(Information)

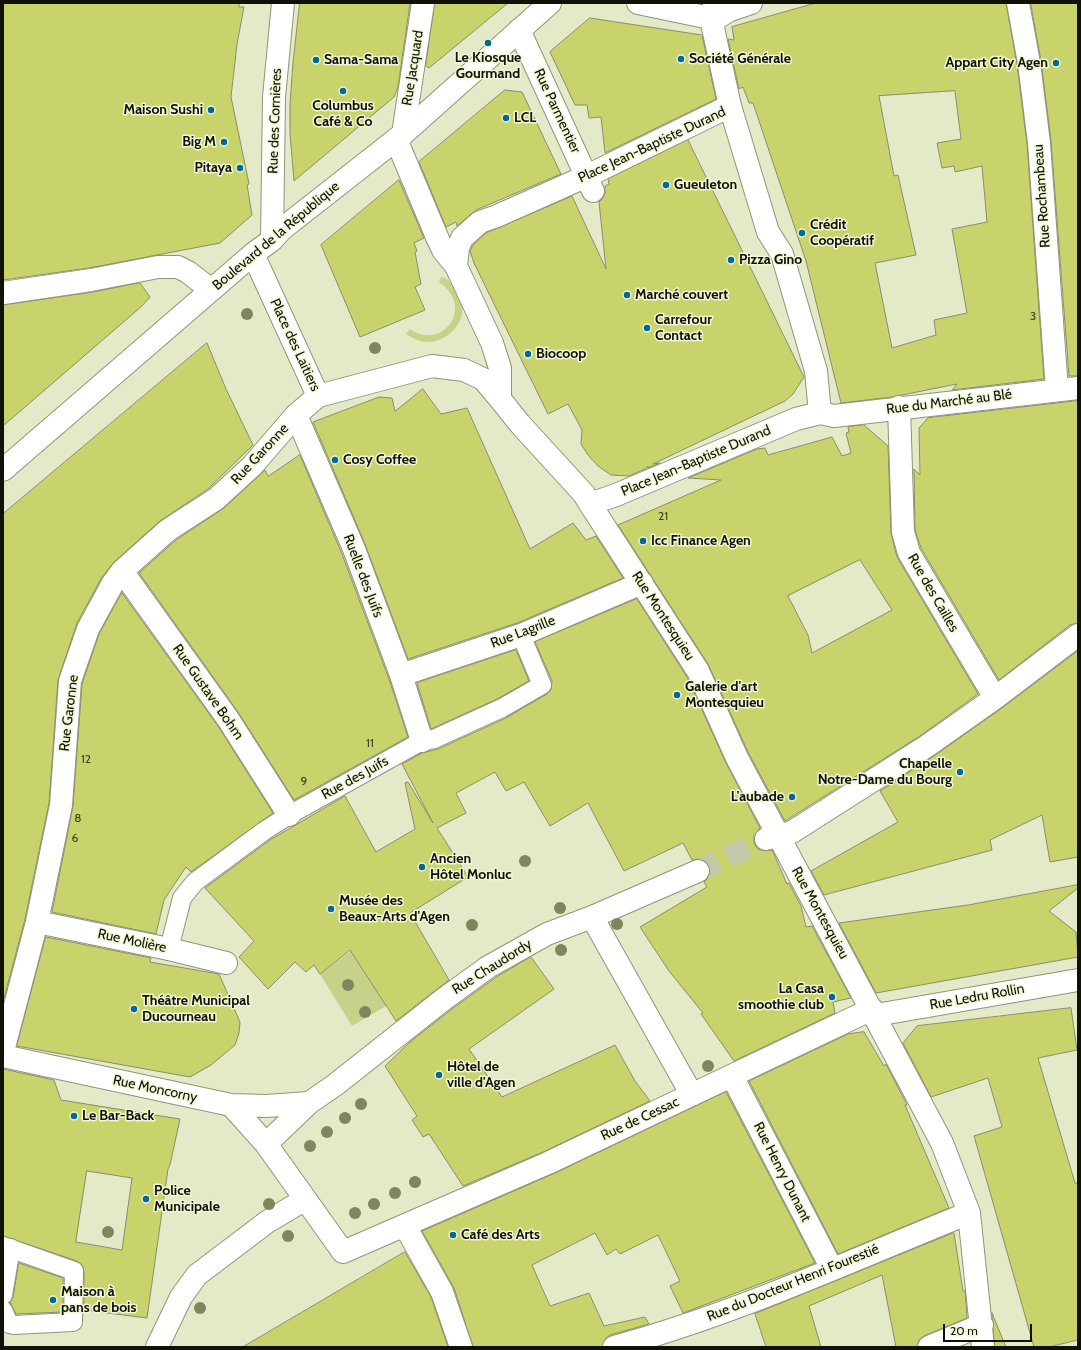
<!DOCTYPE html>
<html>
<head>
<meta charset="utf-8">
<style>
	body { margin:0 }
	#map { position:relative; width:1081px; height:1350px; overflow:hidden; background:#e4e9c8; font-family:Cabin,sans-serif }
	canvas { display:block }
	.frame { position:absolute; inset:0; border:4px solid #101207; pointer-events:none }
	.scale { position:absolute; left:943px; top:1324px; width:89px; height:18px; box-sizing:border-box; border:2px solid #101207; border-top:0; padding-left:5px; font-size:12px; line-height:14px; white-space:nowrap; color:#101207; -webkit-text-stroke:3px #f1f6d5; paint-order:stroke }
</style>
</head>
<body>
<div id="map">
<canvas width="1081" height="1350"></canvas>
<div class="frame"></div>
<div class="scale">20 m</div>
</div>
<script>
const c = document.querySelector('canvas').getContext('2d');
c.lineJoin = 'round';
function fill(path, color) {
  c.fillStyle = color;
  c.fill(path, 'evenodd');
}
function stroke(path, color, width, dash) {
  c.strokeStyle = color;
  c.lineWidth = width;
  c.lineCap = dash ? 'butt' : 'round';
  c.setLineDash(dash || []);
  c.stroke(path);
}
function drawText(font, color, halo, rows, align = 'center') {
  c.font = font + ' Cabin,sans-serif';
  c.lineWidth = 3;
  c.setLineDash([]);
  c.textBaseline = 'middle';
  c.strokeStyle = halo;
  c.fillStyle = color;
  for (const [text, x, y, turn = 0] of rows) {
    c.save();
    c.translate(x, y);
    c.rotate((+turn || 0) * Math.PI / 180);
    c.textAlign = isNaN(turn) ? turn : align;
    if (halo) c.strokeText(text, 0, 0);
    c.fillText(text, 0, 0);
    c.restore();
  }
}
const green = new Path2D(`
	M 441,277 C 450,279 454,286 457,293 C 459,297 461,301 462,305 C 466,324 445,343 426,342 C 418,341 413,338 406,334 L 410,329 C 442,352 476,307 439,282 Z
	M 351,951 L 386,1006 L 352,1026 L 320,974 Z`);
const building = new Path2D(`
	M 3,3 L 239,3 L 239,7 L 244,7 L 237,44 L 231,97 L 249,184 L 247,185 L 252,215 L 220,243 L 89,268 L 3,280 Z
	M 300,3 L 410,3 L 398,87 L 394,97 L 294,181 L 290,134 L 290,104 L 293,63 Z
	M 435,3 L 508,3 L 429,68 L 426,66 Z
	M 816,3 L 1006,3 L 1017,65 L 1027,144 L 1044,379 L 952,390 L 957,384 L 892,397 L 841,403 L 806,261 L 753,103 L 749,103 L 743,87 L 739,89 L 728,39 L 734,40 L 732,27 ZM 955,91 L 961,139 L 937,143 L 942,168 L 954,166 L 955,172 L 982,166 L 987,222 L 952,229 L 967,313 L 934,320 L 936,335 L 892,348 L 875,263 L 916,255 L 898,175 L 894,176 L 879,96 Z
	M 1031,3 L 1078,3 L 1078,376 L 1069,376 L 1051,141 L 1041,61 Z
	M 590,18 L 702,35 L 716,99 L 605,153 L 601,117 L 589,118 L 587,105 L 575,105 L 550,52 Z
	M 505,90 L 522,92 L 561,174 L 476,210 L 457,226 L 456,222 L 446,227 L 419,162 Z
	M 688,140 L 804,377 L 793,394 L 785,401 L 653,464 L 660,463 L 648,468 L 648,466 L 647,468 L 629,476 L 611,475 L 598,466 L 588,455 L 581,444 L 582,430 L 568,404 L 548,414 L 474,263 L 470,251 L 473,245 L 486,233 L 572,196 L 606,269 L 599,202 L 603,198 L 605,193 L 605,186 L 609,184 L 608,179 Z
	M 399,180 L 424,238 L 414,243 L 417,251 L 415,252 L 421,284 L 415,287 L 425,310 L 360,337 L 321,245 Z
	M 140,283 L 150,297 L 142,306 L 3,426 L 3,305 L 93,292 Z
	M 207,343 L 226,389 L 253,445 L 208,489 L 160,521 L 114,562 L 102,577 L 77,623 L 58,680 L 49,803 L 25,919 L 3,1002 L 3,514 Z
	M 423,389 L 441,414 L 467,408 L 530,549 L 573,523 L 586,540 L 596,536 L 623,578 L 517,623 L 408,659 L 365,544 L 313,422 L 379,397 L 392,398 L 395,411 Z
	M 1078,401 L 1078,623 L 1070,625 L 999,680 L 921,548 L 915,530 L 914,469 L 920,475 L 919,428 L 928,418 Z
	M 864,425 L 888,446 L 891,533 L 897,557 L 978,694 L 920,736 L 785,821 L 748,752 L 708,664 L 618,525 L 721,480 L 688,478 L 757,449 L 765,448 L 768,455 L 832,437 L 842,456 L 851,453 L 846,433 L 849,432 L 848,427 ZM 860,560 L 892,610 L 812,653 L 808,635 L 788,596 Z
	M 300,455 L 342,554 L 389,679 L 408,737 L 294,800 L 238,712 L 139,573 L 176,540 L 224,508 L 265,470 L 268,476 Z
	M 122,593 L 218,726 L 273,813 L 191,872 L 186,867 L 164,900 L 156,934 L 52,912 L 73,806 L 82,684 L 99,634 Z
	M 637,599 L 687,677 L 726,763 L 760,828 L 754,835 L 754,843 L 757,848 L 762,851 L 772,850 L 787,884 L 789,883 L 801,906 L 806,927 L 812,926 L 851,998 L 833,1002 L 835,1013 L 734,1061 L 701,1014 L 703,1013 L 669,971 L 640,927 L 707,887 L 704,882 L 708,878 L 710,872 L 709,866 L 706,861 L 699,859 L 692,860 L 683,843 L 624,871 L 588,803 L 550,826 L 524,782 L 506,791 L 495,772 L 456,793 L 466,813 L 437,828 L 468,877 L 410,913 L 449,980 L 396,1021 L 350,950 L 320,974 L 314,965 L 306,972 L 295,962 L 268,989 L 239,957 L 254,941 L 205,888 L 270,840 L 345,796 L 376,852 L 415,829 L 405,783 L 408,782 L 433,823 L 402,764 L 422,753 L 438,749 L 506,718 L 547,694 L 551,690 L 552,681 L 535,642 Z
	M 516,650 L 529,681 L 497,699 L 431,729 L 417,683 Z
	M 1078,651 L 1078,857 L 1050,862 L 1042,815 L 990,840 L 992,850 L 824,895 L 811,871 L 898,822 L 880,791 L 934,756 L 1002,708 Z
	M 1078,885 L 1078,888 L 1049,911 L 1076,932 L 1078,957 L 876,993 L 839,923 L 968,905 Z
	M 46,937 L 151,958 L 150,962 L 219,974 L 240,1022 L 239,1033 L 235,1045 L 211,1065 L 190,1077 L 17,1046 Z
	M 531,957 L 554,989 L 469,1049 L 502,1097 L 615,1045 L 635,1081 L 650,1101 L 543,1152 L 463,1186 L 429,1134 L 423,1137 L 412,1120 L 417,1116 L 385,1066 L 410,1042 L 452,1009 L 495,978 Z
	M 1071,1008 L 1077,1050 L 1038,1058 L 1075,1183 L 1078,1183 L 1078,1340 L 1049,1347 L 1034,1347 L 974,1136 L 1002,1127 L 988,1078 L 931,1097 L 903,1043 L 917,1026 Z
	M 864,1032 L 884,1066 L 886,1064 L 907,1105 L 905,1105 L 949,1208 L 838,1254 L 749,1081 L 848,1034 Z
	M 3,1069 L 54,1080 L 61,1100 L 180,1119 L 170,1165 L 168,1169 L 147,1318 L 84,1310 L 84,1271 L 82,1265 L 77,1261 L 3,1236 ZM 87,1171 L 132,1178 L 122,1250 L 76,1242 Z
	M 726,1092 L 815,1263 L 683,1313 L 670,1286 L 680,1281 L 658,1235 L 620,1254 L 616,1249 L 607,1255 L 595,1233 L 532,1265 L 550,1306 L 589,1293 L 604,1326 L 645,1317 L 649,1324 L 610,1335 L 605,1339 L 602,1347 L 473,1347 L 454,1288 L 422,1231 L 553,1174 Z
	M 954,1233 L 963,1291 L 965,1291 L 967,1318 L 924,1336 L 919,1340 L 917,1347 L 896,1347 L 882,1275 L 809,1306 L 821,1347 L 766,1347 L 755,1314 Z
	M 405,1252 L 431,1297 L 448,1347 L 243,1347 Z
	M 19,1263 L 63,1278 L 63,1312 L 16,1314 L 10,1302 L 13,1297 Z
	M 992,1313 L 1006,1347 L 995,1347 Z`);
const minorTunnel = new Path2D(`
	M 698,871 L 766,839`);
const service = new Path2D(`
	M 169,949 L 182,898 L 195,882 L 264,831 L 289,815 L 422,741 L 434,739 L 502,708 L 542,685 L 521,635
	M 3,1246 L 74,1271 L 73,1322 L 14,1325 L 9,1324 L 3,1310
	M 3,1295 L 11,1248`);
const pedestrian = new Path2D(`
	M 638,3 L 715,19 L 714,3
	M 519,30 L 593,191
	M 403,134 L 423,3
	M 396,139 L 437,237
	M 272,240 L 282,229 L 403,134 L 550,3
	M 296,415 L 354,549 L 401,675
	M 169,949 L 226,963`);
const minor = new Path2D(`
	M 1018,3 L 1029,63 L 1039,143 L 1057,390
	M 730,106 L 713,28 L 715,19 L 730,10 L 751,3
	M 437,237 L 443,250 L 456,266 L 492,343 L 500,368 L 500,399 L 520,424 L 584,494 L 590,504 L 616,495 L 796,419 L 820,413 L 816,371 L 782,254 L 768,232 L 730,106 L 587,176 L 497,216 L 480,222 L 462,238 L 458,248 L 456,266
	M 253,254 L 318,396
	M 3,293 L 91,280 L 158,267 L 178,267 L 188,272 L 211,290
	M 899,407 L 903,532 L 909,553 L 995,698
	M 820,413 L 834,416 L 1078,388
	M 3,470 L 253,254 L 272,240 L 274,97 L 283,3
	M 590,504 L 698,671 L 737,758 L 942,1143 L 969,1213 L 983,1347
	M 122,571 L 228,719 L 289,815
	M 422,741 L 401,675 L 521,635 L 642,583
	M 766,839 L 792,832 L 927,746 L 995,698 L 1078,635
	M 698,871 L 592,917 L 547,934 L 488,967 L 444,999 L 335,1085 L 309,1103 L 266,1144 L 343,1252 L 548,1163 L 872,1009
	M 592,917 L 692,1095
	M 37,922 L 169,949
	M 876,1015 L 1078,980
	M 3,1051 L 37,922 L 61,805 L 70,681 L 88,629 L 113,583 L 122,571 L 168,530 L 216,499 L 252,466 L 296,415 L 318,396 L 432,366 L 464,370 L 483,379 L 500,399
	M 3,1056 L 231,1105 L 266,1106 L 309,1103
	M 732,1076 L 832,1269
	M 231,1105 L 266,1144
	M 405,1226 L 442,1292 L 461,1347
	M 157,1347 L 181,1297 L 197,1275 L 267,1222 L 304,1200
	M 614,1347 C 736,1314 852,1260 969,1213
	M 929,1347 L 982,1325`);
const trees = [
	[247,314],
	[375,348],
	[525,861],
	[560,908],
	[617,924],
	[472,925],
	[561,950],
	[348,985],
	[365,1012],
	[708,1066],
	[361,1104],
	[345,1118],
	[327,1132],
	[310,1146],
	[415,1182],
	[395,1193],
	[269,1204],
	[374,1204],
	[355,1213],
	[108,1232],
	[288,1236],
	[200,1308]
];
const markers = [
	[488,43,4,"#006896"],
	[681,59,4,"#006896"],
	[316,60,4,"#006896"],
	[1056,63,4,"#006896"],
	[343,91,4,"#006896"],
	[211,110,4,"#006896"],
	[506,118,4,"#006896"],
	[224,142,4,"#006896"],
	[240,168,4,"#006896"],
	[666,185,4,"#006896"],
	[802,233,4,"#006896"],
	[731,260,4,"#006896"],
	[627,295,4,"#006896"],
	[647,328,4,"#006896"],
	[528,354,4,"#006896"],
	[335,460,4,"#006896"],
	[643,541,4,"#006896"],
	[677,695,4,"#006896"],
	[960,772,4,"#006896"],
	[792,797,4,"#006896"],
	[422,867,4,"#006896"],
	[331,909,4,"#006896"],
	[832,997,4,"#006896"],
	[134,1009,4,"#006896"],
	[439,1075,4,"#006896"],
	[74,1116,4,"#006896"],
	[146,1199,4,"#006896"],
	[453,1235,4,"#006896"],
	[53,1300,4,"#006896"]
];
const numberNames = [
	["3",1033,316],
	["21",663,516],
	["11",370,743],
	["12",86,759],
	["9",304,781],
	["8",78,818],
	["6",75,838]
];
const poiNames = [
	["Le Kiosque",488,58,"center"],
	["Gourmand",488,74,"center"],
	["Société Générale",689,59],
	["Sama-Sama",324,60],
	["Appart City Agen",1048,63,"right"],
	["Columbus",343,106,"center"],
	["Café & Co",343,122,"center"],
	["Maison Sushi",203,110,"right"],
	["LCL",514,118],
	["Big M",216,142,"right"],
	["Pitaya",232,168,"right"],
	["Gueuleton",674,185],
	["Crédit",810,225],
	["Coopératif",810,241],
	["Pizza Gino",739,260],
	["Marché couvert",635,295],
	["Carrefour",655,320],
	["Contact",655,336],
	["Biocoop",536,354],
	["Cosy Coffee",343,460],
	["Icc Finance Agen",651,541],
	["Galerie d'art",685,687],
	["Montesquieu",685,703],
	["Chapelle",952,764,"right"],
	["Notre-Dame du Bourg",952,780,"right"],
	["L'aubade",784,797,"right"],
	["Ancien",430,859],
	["Hôtel Monluc",430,875],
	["Musée des",339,901],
	["Beaux-Arts d'Agen",339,917],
	["La Casa",824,989,"right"],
	["smoothie club",824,1005,"right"],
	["Théâtre Municipal",142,1001],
	["Ducourneau",142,1017],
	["Hôtel de",447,1067],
	["ville d'Agen",447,1083],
	["Le Bar-Back",82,1116],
	["Police",154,1191],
	["Municipale",154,1207],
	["Café des Arts",461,1235],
	["Maison à",61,1292],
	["pans de bois",61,1308]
];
const streetNames = [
	["Rue Jacquard",413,68,-81],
	["Rue Parmentier",557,111,65],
	["Rue des Cornières",275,121,-88],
	["Place Jean-Baptiste Durand",652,145,-25],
	["Rue Rochambeau",1042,196,-94],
	["Boulevard de la République",276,236,-40],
	["Place des Laitiers",295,345,65],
	["Rue du Marché au Blé",949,402,-7],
	["Rue Garonne",260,454,-47],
	["Place Jean-Baptiste Durand",696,461,-23],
	["Ruelle des Juifs",363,576,69],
	["Rue des Cailles",933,593,60],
	["Rue Montesquieu",663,616,57],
	["Rue Lagrille",523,632,-21],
	["Rue Gustave Bohm",208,692,55],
	["Rue Garonne",69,713,-83],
	["Rue des Juifs",355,778,-29],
	["Rue Montesquieu",820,913,61],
	["Rue Molière",132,941,12],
	["Rue Chaudordy",492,967,-32],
	["Rue Ledru Rollin",977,997,-10],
	["Rue Moncorny",155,1089,12],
	["Rue de Cessac",640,1119,-25],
	["Rue Henry Dunant",782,1172,63],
	["Rue du Docteur Henri Fourestié",793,1283,-22]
];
fill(green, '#c8d18a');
fill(building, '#c8d36b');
stroke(building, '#898d6f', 1);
stroke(minorTunnel, '#c4c9ab', 22, [22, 11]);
stroke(service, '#919577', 20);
stroke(pedestrian, '#919577', 24);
stroke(minor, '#919577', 24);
stroke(service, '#fff', 18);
stroke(pedestrian, '#fff', 22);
stroke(minor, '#fff', 22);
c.fillStyle = '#81855d';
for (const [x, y] of trees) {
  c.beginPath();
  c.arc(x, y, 6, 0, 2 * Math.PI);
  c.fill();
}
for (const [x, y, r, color] of markers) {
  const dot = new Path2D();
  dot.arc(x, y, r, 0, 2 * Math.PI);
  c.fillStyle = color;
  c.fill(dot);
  stroke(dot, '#f1f6d5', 1.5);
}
drawText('12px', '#3e4220', null, numberNames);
drawText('bold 14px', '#101207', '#f1f6d5', poiNames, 'left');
drawText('14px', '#101207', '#f1f6d5', streetNames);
</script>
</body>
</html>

(End Information)

= What is expected =
Using the records above, copy every line that has the word "canvas" in it.

= Final answer =
	canvas { display:block }
<canvas width="1081" height="1350"></canvas>
const c = document.querySelector('canvas').getContext('2d');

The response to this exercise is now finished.